DATA SUPPLIED –
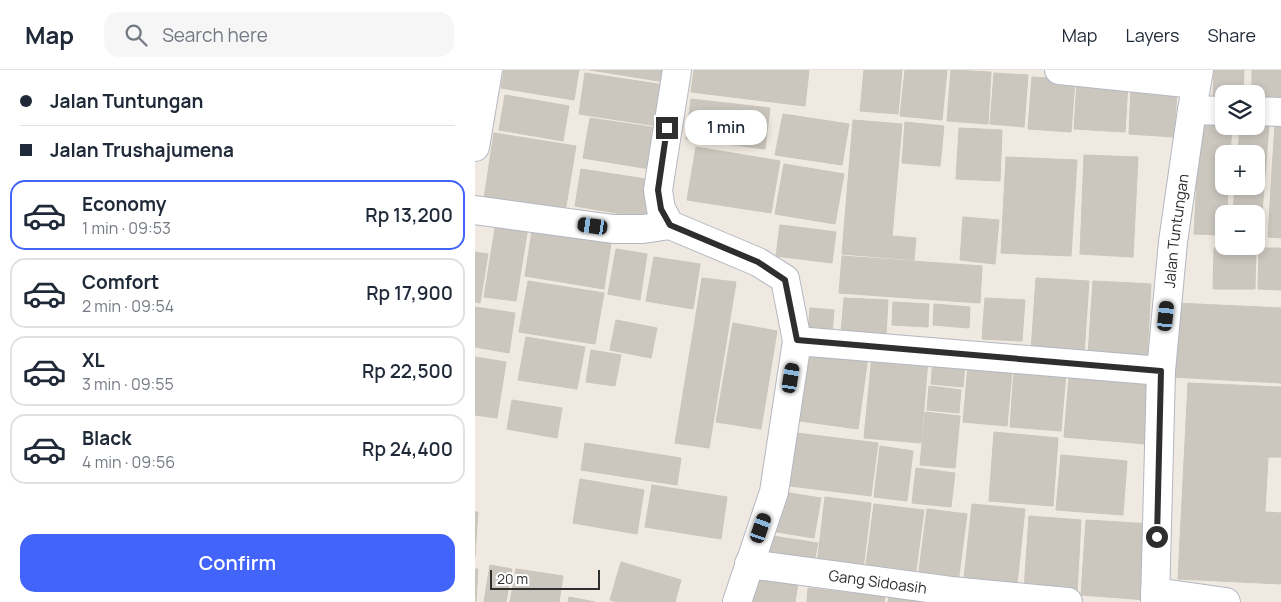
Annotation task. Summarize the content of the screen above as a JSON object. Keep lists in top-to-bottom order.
{
  "streets": {
    "street": ["Jalan Tuntungan", "Gang Sidoasih"]
  },
  "scale_bar": "20 m",
  "page": {
    "header": "Map",
    "search": "Search here",
    "nav": ["Map", "Layers", "Share"],
    "banner": ["Jalan Tuntungan", "Jalan Trushajumena"],
    "map_buttons": ["+", "−"],
    "bubble": "1 min",
    "list": [
      {
        "name": "Economy",
        "note": "1 min · 09:53",
        "value": "Rp 13,200"
      },
      {
        "name": "Comfort",
        "note": "2 min · 09:54",
        "value": "Rp 17,900"
      },
      {
        "name": "XL",
        "note": "3 min · 09:55",
        "value": "Rp 22,500"
      },
      {
        "name": "Black",
        "note": "4 min · 09:56",
        "value": "Rp 24,400"
      }
    ],
    "buttons": "Confirm",
    "scale": "20 m"
  }
}
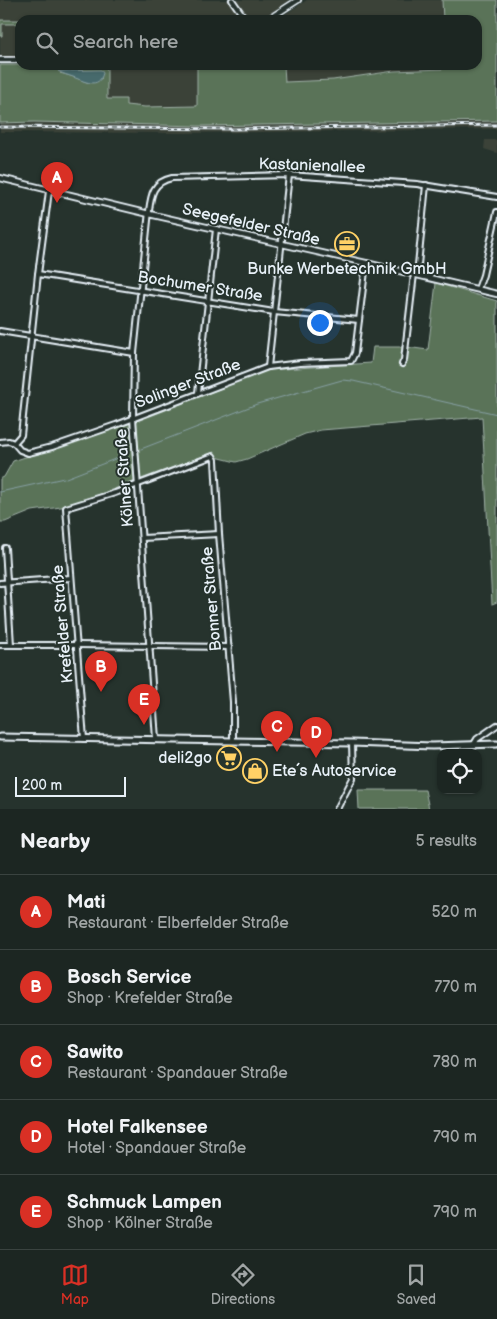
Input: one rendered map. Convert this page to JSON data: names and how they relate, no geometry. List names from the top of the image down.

TASK TO CARRY OUT – Each record should be written out again exactly, though without its pictures.

REPLY TO THE TASK –
Annotation task. Summarize the content of the screen above as a JSON object. Keep lists in top-to-bottom order.
{
  "streets": {
    "street": ["Jalan Tuntungan", "Gang Sidoasih"]
  },
  "scale_bar": "20 m",
  "page": {
    "header": "Map",
    "search": "Search here",
    "nav": ["Map", "Layers", "Share"],
    "banner": ["Jalan Tuntungan", "Jalan Trushajumena"],
    "map_buttons": ["+", "−"],
    "bubble": "1 min",
    "list": [
      {
        "name": "Economy",
        "note": "1 min · 09:53",
        "value": "Rp 13,200"
      },
      {
        "name": "Comfort",
        "note": "2 min · 09:54",
        "value": "Rp 17,900"
      },
      {
        "name": "XL",
        "note": "3 min · 09:55",
        "value": "Rp 22,500"
      },
      {
        "name": "Black",
        "note": "4 min · 09:56",
        "value": "Rp 24,400"
      }
    ],
    "buttons": "Confirm",
    "scale": "20 m"
  }
}
Input: one rendered map. Convert this page to JSON data: names and how they relate, no geometry. List names from the top of the image down.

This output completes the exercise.